Eine wichtige Rolle spielt so genanntes Social Engineering, bei dem Spitzel Menschen manipulieren und täuschen, um in den Besitz sensibler Daten zu gelangen. Ein Fünftel der Unternehmen hat einen solchen Angriff in der analogen Welt erlebt, ein Sechstel in der digitalen. Häufig gehe es zum Beispiel darum, mögliche Passwörter in Erfahrung zu bringen, sagte Berg. "Das kann man analog machen, indem ich mit Ihnen spazieren gehe und frage: Wie heißt eigentlich Ihr Hund?" - oder eben digital etwa durch die Auswertung sozialer Netzwerke.
Der größte Anteil von 39 Prozent entfiel auf Angriffe aus Deutschland - jedenfalls nach Einschätzung der Unternehmen.

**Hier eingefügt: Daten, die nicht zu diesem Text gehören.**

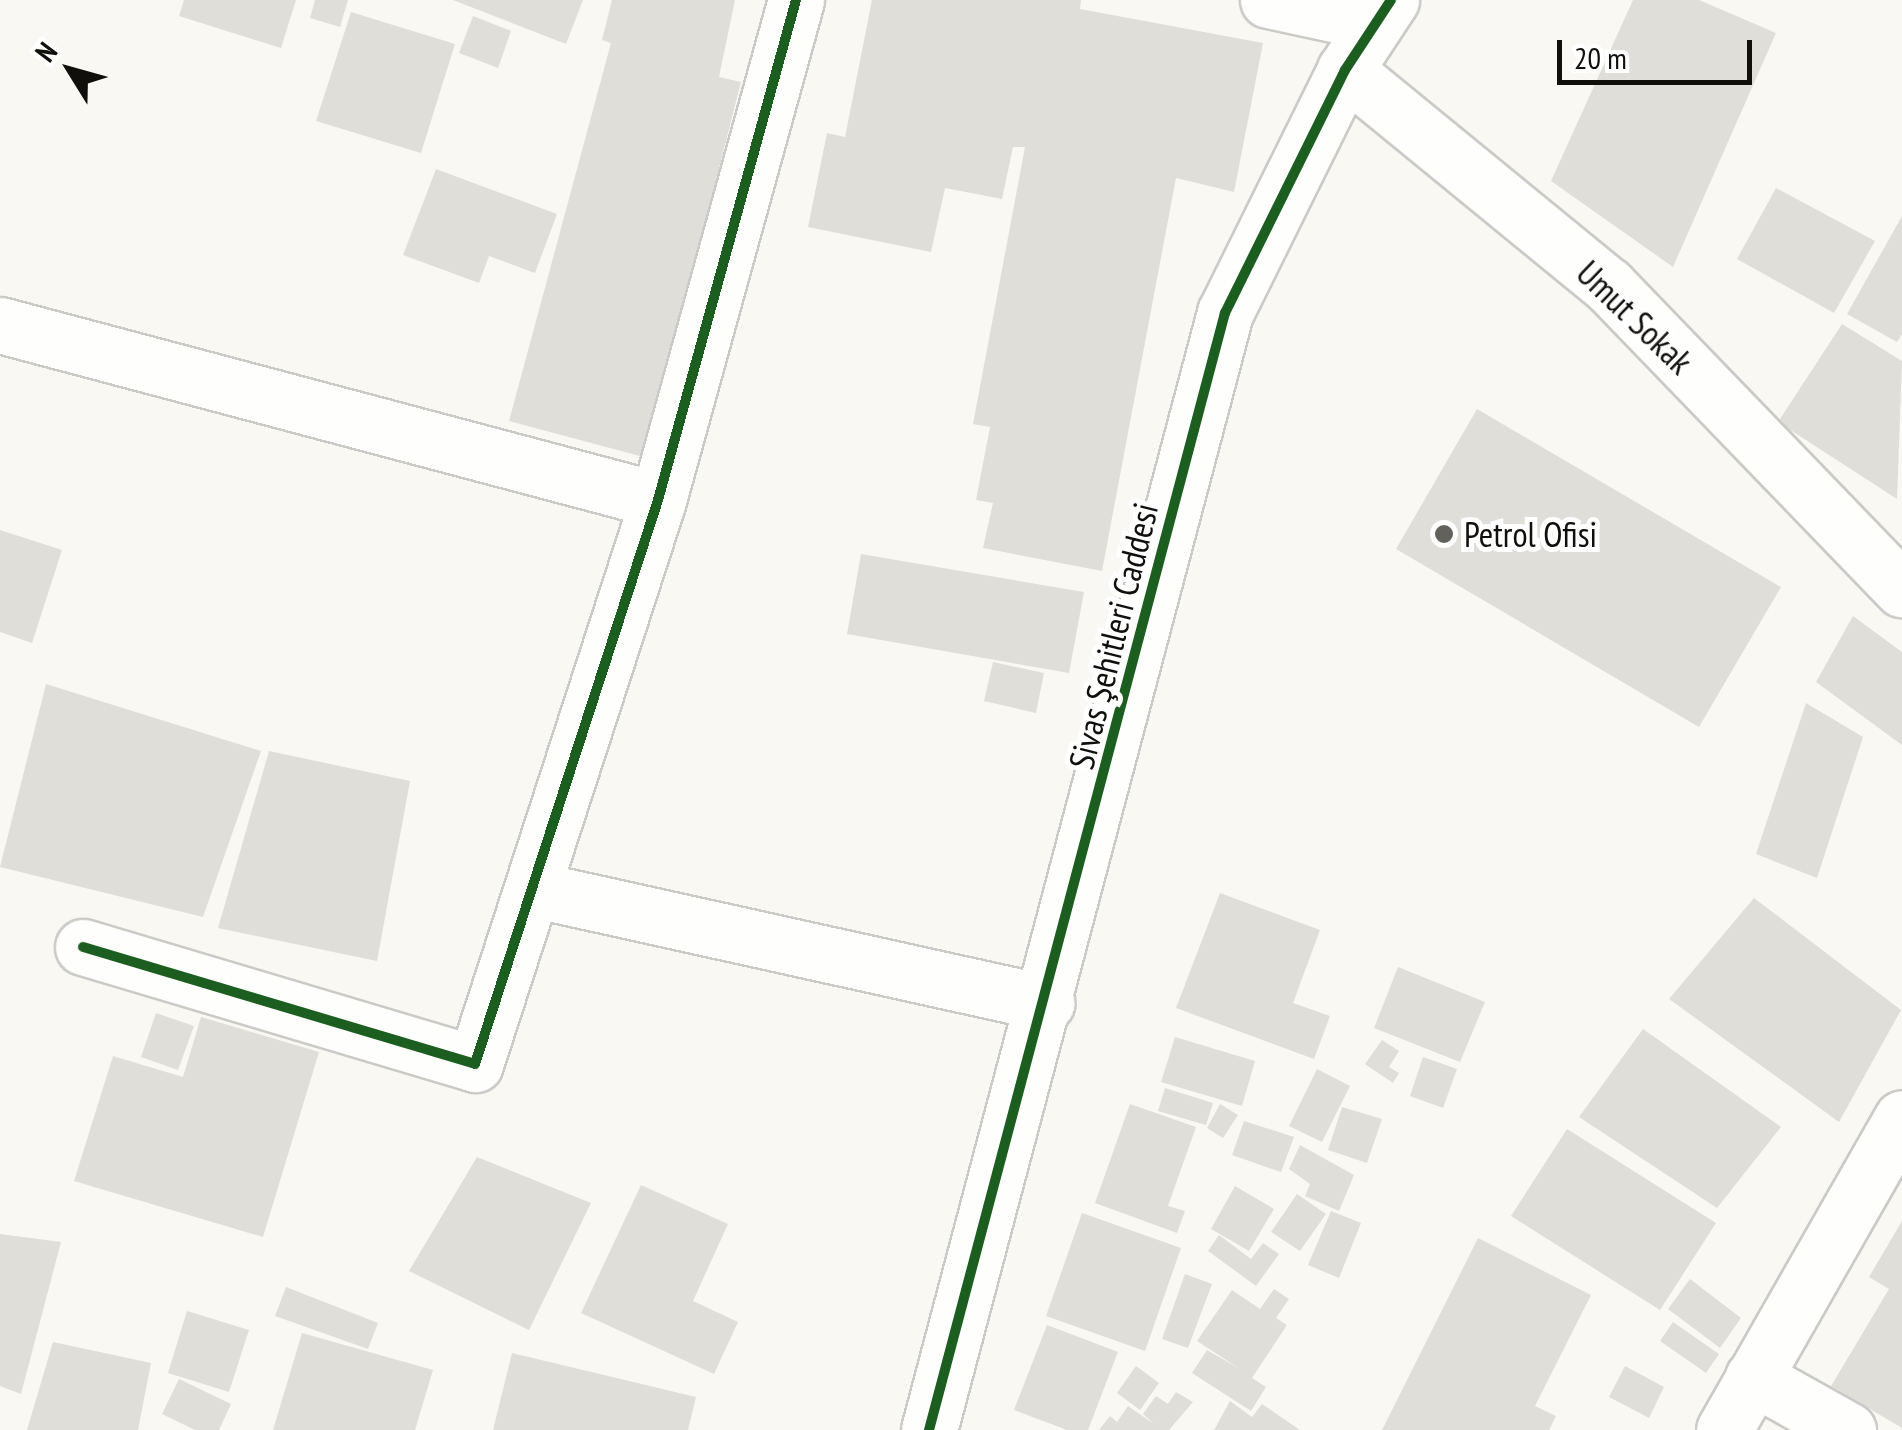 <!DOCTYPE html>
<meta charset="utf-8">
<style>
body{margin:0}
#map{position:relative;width:1902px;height:1430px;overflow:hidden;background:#faf8f2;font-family:"PT Sans Narrow",sans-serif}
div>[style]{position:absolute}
.building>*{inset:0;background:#dfded9}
.roads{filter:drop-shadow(2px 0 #cccac6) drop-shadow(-2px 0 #cccac6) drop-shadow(0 2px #cccac6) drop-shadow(0 -2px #cccac6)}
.minor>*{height:55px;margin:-27.5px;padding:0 27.5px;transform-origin:27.5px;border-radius:27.5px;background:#fefefd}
.tertiary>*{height:55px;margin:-27.5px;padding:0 27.5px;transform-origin:27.5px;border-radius:27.5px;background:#fefefd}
.cycleway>*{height:10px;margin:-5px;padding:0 5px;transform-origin:5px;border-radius:5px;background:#1b5e20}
.dots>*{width:28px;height:28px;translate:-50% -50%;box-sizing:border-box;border:5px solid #fff;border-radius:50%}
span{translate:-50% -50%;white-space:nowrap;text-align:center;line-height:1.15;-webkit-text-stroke:10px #fff;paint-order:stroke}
.street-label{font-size:35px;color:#110f0c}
.poi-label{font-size:35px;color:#110f0c}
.left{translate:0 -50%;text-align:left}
.north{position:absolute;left:20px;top:20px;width:100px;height:100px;-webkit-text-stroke:8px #fff;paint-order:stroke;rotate:307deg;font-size:28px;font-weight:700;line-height:40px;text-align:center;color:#110f0c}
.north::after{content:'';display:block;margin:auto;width:35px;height:45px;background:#110f0c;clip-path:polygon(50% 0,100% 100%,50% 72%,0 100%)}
.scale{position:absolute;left:1557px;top:40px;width:195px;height:45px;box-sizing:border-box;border:5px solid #110f0c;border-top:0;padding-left:12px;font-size:30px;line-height:35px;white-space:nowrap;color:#110f0c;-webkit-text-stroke:8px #fff;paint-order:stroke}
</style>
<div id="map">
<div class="building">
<i style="clip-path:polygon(184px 0,296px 0,281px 48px,179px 16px)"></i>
<i style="clip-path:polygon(315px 0,348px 0,340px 27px,310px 18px)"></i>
<i style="clip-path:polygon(453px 0,583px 0,566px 44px)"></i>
<i style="clip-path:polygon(612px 0,735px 0,719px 77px,741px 82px,710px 204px,719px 208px,651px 459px,509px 421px,611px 43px,602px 40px)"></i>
<i style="clip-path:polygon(872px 0,1081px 0,1080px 9px,1263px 43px,1234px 192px,1176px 178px,1102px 571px,983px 548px,993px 503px,976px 500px,990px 427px,973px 424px,1025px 147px,1013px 147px,1002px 199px,945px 188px,931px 252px,808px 227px,827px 133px,845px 137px)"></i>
<i style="clip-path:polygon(1633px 0,1699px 0,1776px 33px,1673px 267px,1551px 181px)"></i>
<i style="clip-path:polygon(351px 12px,455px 44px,421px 153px,316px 121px)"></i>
<i style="clip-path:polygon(473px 16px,511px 31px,498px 68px,459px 53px)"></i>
<i style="clip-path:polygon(436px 169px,557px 214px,535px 273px,489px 256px,479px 283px,403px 255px)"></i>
<i style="clip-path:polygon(1776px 188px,1875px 241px,1834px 313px,1737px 259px)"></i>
<i style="clip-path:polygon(1902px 216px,1902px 334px,1897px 342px,1847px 314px)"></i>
<i style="clip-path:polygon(1842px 324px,1902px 361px,1897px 499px,1778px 422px)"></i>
<i style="clip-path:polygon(1477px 409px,1781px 587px,1699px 727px,1396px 549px)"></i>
<i style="clip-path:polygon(0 530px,62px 550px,32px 643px,0 632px)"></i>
<i style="clip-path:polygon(861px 554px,1084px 592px,1069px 673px,847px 634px)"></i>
<i style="clip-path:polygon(1853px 616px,1902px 652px,1902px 745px,1816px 682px)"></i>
<i style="clip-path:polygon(993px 662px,1044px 673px,1036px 713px,984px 701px)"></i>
<i style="clip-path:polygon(46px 684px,261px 751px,203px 917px,0 867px)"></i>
<i style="clip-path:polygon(1806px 703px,1863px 737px,1817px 878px,1756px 854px)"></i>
<i style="clip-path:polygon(269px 751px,410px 781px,377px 961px,218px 928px)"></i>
<i style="clip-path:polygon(1220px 893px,1320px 930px,1293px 1003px,1330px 1016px,1314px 1059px,1176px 1008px)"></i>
<i style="clip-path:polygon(1754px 898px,1901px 1010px,1839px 1122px,1669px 999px)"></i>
<i style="clip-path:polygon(1398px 967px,1485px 1002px,1460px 1062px,1374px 1028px)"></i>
<i style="clip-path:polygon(156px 1013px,194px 1026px,178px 1070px,141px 1057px)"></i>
<i style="clip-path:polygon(201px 1017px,319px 1052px,263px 1237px,74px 1181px,113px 1056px,183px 1077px)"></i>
<i style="clip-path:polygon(1643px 1029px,1781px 1127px,1717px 1208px,1579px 1117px)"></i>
<i style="clip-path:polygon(1175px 1037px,1255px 1061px,1242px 1106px,1161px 1082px)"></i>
<i style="clip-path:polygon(1382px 1040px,1399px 1051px,1389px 1067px,1399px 1073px,1393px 1083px,1365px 1064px)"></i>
<i style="clip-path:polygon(1423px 1057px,1457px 1069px,1443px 1108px,1410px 1096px)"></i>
<i style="clip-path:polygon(1317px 1069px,1350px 1086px,1322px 1142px,1289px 1126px)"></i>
<i style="clip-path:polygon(1165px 1088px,1213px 1103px,1206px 1125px,1158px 1111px)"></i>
<i style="clip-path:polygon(1130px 1104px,1196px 1127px,1168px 1206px,1185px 1211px,1177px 1233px,1095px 1203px)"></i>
<i style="clip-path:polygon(1220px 1104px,1238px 1115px,1223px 1138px,1207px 1128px)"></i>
<i style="clip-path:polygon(1342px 1107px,1382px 1119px,1367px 1163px,1328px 1150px)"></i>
<i style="clip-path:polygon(1244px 1121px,1294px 1137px,1281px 1172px,1232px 1155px)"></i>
<i style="clip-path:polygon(1567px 1129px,1716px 1223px,1660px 1310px,1511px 1216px)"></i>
<i style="clip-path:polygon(1300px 1145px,1354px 1175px,1339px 1211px,1305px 1196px,1310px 1184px,1289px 1169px)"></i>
<i style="clip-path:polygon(477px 1157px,591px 1203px,529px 1330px,409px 1271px)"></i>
<i style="clip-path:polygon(641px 1185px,728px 1224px,693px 1301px,738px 1322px,714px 1374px,581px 1313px)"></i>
<i style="clip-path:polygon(1235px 1186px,1274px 1209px,1249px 1251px,1211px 1229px)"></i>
<i style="clip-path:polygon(1297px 1194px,1326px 1214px,1300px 1251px,1271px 1232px)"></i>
<i style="clip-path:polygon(1331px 1211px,1361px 1223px,1339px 1278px,1308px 1265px)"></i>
<i style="clip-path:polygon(1082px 1213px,1181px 1248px,1145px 1351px,1046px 1316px)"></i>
<i style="clip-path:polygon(1902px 1221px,1902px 1428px,1831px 1386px,1889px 1289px,1869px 1277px)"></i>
<i style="clip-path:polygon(0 1234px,61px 1242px,21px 1394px,0 1386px)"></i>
<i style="clip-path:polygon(1219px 1235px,1251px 1259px,1263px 1243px,1279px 1254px,1256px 1286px,1208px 1251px)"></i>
<i style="clip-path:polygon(1478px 1238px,1591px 1295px,1535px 1406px,1556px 1416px,1549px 1430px,1382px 1430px)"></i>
<i style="clip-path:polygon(1185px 1274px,1212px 1284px,1188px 1348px,1162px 1339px)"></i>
<i style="clip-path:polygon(1690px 1279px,1741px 1318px,1720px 1348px,1668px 1309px)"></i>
<i style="clip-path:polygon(286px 1287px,378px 1323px,368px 1349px,275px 1316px)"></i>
<i style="clip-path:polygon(1274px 1289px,1289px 1299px,1276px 1318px,1287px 1325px,1252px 1378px,1266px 1387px,1251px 1411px,1192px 1373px,1207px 1350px,1240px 1369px,1197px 1341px,1232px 1290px,1260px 1309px)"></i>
<i style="clip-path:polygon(187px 1311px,249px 1330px,229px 1392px,168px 1373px)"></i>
<i style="clip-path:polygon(1673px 1322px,1719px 1354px,1706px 1373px,1660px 1341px)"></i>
<i style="clip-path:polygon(1047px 1325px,1118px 1352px,1088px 1430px,1067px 1430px,1014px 1410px)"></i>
<i style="clip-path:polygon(302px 1333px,433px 1370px,415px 1430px,273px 1430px)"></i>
<i style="clip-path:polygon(53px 1342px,151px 1363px,138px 1430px,27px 1430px)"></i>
<i style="clip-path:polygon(512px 1353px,696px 1397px,688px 1430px,493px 1430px)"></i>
<i style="clip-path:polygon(1136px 1366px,1159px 1383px,1140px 1410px,1117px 1393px)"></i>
<i style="clip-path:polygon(1625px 1366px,1664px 1387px,1649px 1418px,1609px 1397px)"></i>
<i style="clip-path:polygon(179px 1379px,231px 1404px,219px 1430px,195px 1430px,162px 1414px)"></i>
<i style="clip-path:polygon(1176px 1392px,1193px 1402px,1169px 1430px,1099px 1430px,1110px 1416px,1117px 1422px,1128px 1406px,1154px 1424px,1143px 1414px,1156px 1396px,1168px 1404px)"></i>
<i style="clip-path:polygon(1230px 1401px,1252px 1417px,1262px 1404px,1300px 1430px,1214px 1430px)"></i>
</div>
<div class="roads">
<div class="minor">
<i style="left:1268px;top:0;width:108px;rotate:12.2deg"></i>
<i style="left:1345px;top:70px;width:340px;rotate:39.3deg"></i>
<i style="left:1608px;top:285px;width:423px;rotate:46deg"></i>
<i style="left:0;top:325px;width:681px;rotate:14.89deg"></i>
<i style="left:532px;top:889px;width:527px;rotate:12.48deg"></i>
<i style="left:83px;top:947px;width:409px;rotate:16.6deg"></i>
<i style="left:475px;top:1064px;width:593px;rotate:-72.02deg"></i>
<i style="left:658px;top:500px;width:519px;rotate:-74.57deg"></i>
<i style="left:1753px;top:1377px;width:109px;rotate:29.2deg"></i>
<i style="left:1724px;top:1430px;width:359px;rotate:-60.3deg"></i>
</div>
<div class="tertiary">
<i style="left:929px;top:1430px;width:1156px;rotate:-75.16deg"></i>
<i style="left:1225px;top:313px;width:271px;rotate:-63.7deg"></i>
<i style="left:1345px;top:70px;width:84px;rotate:-56.7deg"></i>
</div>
</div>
<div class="cycleway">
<i style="left:83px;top:947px;width:409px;rotate:16.6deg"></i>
<i style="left:475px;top:1064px;width:593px;rotate:-72.02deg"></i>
<i style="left:658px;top:500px;width:519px;rotate:-74.57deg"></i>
<i style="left:929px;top:1430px;width:1156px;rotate:-75.16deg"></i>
<i style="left:1225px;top:313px;width:271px;rotate:-63.7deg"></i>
<i style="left:1345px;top:70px;width:84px;rotate:-56.7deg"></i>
</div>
<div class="dots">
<i style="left:1444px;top:534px;background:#63615c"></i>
</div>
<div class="street-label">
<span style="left:1635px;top:317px;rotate:44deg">Umut Sokak</span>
<span style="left:1113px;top:636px;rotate:-76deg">Sivas Şehitleri Caddesi</span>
</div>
<div class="poi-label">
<span class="left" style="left:1464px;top:534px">Petrol Ofisi</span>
</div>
<div class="north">N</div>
<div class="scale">20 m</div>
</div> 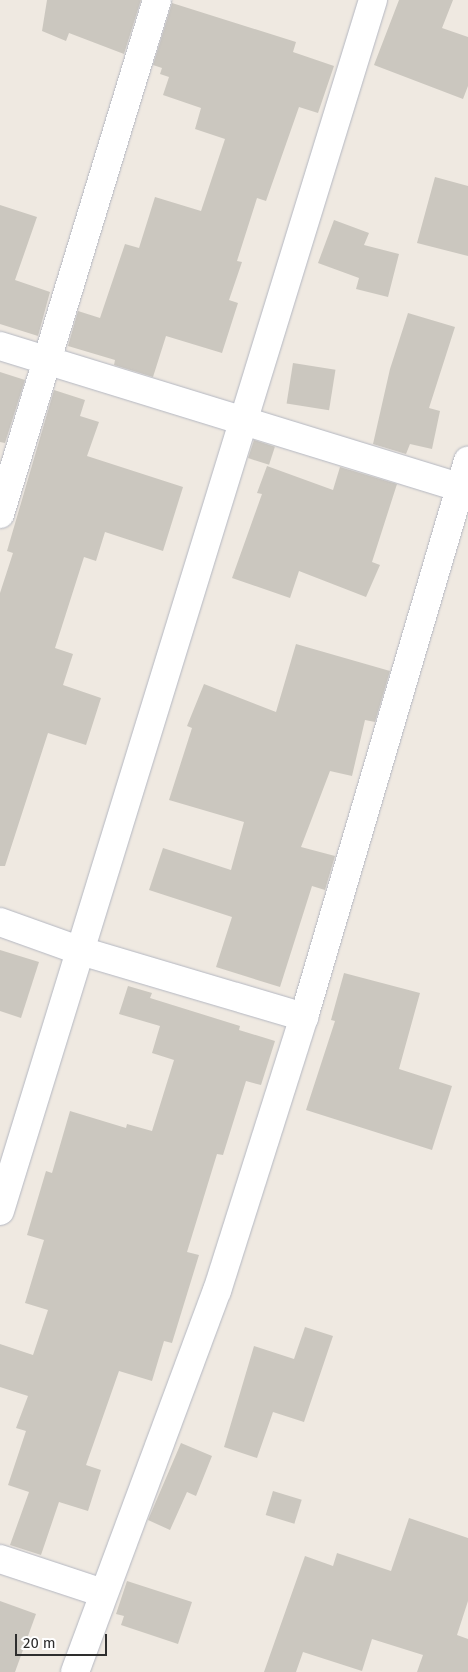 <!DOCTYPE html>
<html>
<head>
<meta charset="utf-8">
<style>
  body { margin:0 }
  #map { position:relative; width:468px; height:1672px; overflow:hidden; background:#efe9e1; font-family:"Fira Sans",sans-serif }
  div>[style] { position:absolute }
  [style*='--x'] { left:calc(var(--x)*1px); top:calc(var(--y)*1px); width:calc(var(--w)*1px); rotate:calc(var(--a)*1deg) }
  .building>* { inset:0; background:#cbc7bf; transform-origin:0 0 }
  .roads { filter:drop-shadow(0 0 1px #b4b7c1) drop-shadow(0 0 1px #b4b7c1) }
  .street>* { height:28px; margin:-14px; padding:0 14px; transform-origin:14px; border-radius:14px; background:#fff }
  .secondary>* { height:28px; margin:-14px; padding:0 14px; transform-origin:14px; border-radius:14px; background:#fff }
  span { translate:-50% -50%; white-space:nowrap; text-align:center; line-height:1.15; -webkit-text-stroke:4px #fff; paint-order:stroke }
  .scale { position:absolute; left:15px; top:1634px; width:92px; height:22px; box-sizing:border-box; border:2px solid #2e2e2e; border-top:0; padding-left:6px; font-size:15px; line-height:18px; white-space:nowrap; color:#2e2e2e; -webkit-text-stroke:4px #fff; paint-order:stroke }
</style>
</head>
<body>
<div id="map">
  <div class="building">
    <i style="clip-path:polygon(47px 0,141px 0,124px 54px,69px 33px,66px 41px,42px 31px)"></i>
    <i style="clip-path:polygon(399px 0,453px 0,442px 28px,468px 37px,468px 86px,463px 99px,374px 65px)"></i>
    <i style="clip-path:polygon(172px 3px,296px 42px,293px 52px,334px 66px,318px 113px,299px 107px,266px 201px,257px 198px,237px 261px,242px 262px,229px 300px,238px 303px,222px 353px,166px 336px,153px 377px,114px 365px,115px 360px,68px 346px,78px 311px,100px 318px,125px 244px,139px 248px,155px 197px,201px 211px,225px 139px,195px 129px,201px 108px,163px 95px,169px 77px,160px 74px,162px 68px,153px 65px)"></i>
    <i style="clip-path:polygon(435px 177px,468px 186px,468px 256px,417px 243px)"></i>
    <i style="clip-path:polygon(0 205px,37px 217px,15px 280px,50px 292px,38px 336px,0 324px)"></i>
    <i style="clip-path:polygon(334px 220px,369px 233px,364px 245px,399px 254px,388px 297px,356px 289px,359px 278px,318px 263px)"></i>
    <i style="clip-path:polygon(408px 313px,455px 327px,429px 408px,440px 411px,432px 449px,410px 444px,406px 454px,373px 444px,390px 369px)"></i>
    <i style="left:293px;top:363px;width:43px;height:41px;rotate:9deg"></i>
    <i style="clip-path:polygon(0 372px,25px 380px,5px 443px,0 442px)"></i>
    <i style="clip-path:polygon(54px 390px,85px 400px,80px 416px,99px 422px,87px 456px,183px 487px,163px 551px,105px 532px,96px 561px,84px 557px,55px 648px,73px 654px,63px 685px,101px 698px,86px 745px,48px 733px,5px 866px,0 866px,0 593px,13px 553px,7px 551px)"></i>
    <i style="left:254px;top:440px;width:22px;height:19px;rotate:18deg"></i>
    <i style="clip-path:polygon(267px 466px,333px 490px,340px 467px,397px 484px,372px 562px,380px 565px,366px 597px,299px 571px,290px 598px,232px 578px,262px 494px,257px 493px)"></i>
    <i style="clip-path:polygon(296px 644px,390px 671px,375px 722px,365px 720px,352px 776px,330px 771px,301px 847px,335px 856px,325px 890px,312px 886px,280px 987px,216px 967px,232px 917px,149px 890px,163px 848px,231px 870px,244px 822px,169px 800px,192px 728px,187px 726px,204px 684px,276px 712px)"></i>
    <i style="clip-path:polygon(0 950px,39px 962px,21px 1018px,0 1011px)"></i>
    <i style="clip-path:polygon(344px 973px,420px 993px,399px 1069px,452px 1086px,432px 1150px,306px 1110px,335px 1021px,331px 1020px)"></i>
    <i style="clip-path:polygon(128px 986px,152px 993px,150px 998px,240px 1026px,239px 1030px,275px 1041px,261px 1085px,246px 1081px,223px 1155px,217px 1154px,187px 1252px,199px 1255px,172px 1343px,164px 1341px,152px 1381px,119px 1371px,86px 1465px,101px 1470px,88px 1511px,59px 1502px,41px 1555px,10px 1545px,29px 1492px,8px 1485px,26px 1431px,16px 1428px,28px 1396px,0 1387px,0 1344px,33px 1355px,48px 1310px,25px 1303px,44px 1240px,27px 1235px,46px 1171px,52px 1173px,70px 1111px,126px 1128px,127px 1124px,152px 1131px,174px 1060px,152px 1053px,160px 1026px,119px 1014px)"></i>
    <i style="clip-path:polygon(305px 1327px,333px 1336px,304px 1422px,273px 1412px,257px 1458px,224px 1447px,254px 1346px,294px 1359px)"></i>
    <i style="clip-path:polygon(181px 1443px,212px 1456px,196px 1496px,187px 1492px,170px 1530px,148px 1520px)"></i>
    <i style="left:273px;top:1491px;width:30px;height:25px;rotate:17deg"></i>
    <i style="clip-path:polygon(409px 1518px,468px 1538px,468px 1601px,457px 1635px,468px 1639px,468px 1672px,417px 1672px,423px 1655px,372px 1639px,362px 1671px,303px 1652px,296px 1672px,264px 1672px,305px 1556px,333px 1566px,337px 1553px,391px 1571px)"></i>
    <i style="clip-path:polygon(127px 1581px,192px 1602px,178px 1644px,121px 1625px,124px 1616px,116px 1614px)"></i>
    <i style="clip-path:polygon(0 1601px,36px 1614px,15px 1672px,0 1672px)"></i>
  </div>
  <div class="roads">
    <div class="street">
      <i style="--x:0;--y:346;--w:480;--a:17.1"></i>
      <i style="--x:0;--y:514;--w:537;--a:-73.01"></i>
      <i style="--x:0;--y:922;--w:86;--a:19.7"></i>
      <i style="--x:81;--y:951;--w:233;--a:16.5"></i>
      <i style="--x:0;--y:1211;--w:1267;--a:-72.88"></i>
      <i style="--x:0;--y:1559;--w:108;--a:18.3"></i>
    </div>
    <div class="secondary">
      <i style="--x:75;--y:1672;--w:407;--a:-69.6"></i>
      <i style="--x:217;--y:1291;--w:287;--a:-72.4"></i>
      <i style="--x:304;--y:1017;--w:580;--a:-73.57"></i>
    </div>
  </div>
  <div class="scale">20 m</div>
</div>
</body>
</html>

Auch Osteuropa, China und Russland sind demnach wichtige Akteure.

In einem Drittel der Fälle sind es ehemalige Kollegen

Die Täter sind nach Ansicht der Befragten in einem Drittel der Fälle ehemalige Kollegen, die absichtlich handelten, in 38 Prozent hatten sie Privatpersonen wie Hobby-Hacker im Verdacht. Ein Fünftel der Taten wird konkurrierenden Unternehmen zugeschrieben, ein weiteres Fünftel der Organisierten Kriminalität. In zwölf Prozent vermuten die Befragte ausländische Geheimdienste hinter den Angriffen - eine deutliche Steigerung zur letzten Befragung im Jahr 2017 mit damals 3 Prozent.
"Das muss man ein bisschen mit Vorsicht genießen, das sind ja Selbsteinschätzungen der Unternehmen", sagte Vize-Verfassungsschutz-Chef Niemeier zu dem wahrgenommenen Trend. "Aber ich glaube, die Tendenz ist richtig. Das können wir auch bestätigen."
In China vermute seine Behörde vor allem staatliche Stellen hinter den Angriffen, in Russland sei das nicht immer klar. Auch der Iran führe teils schlagkräftige Attacken aus.
Meist wurden die Firmen durch Hinweise aus den eigenen Reihen auf Angriffe aufmerksam. "Gut geschulte Mitarbeiter sind der effektivste Schutz", sagte Berg. Durch Schulungen lasse sich zudem die Gefahr durch Späh-E-Mails (Phishing) deutlich verringern. Dennoch blickt die überwiegende Mehrheit der Befragten skeptisch in die Zukunft: Die allermeisten erwarten eine Zunahme der Cyber-Angriffe.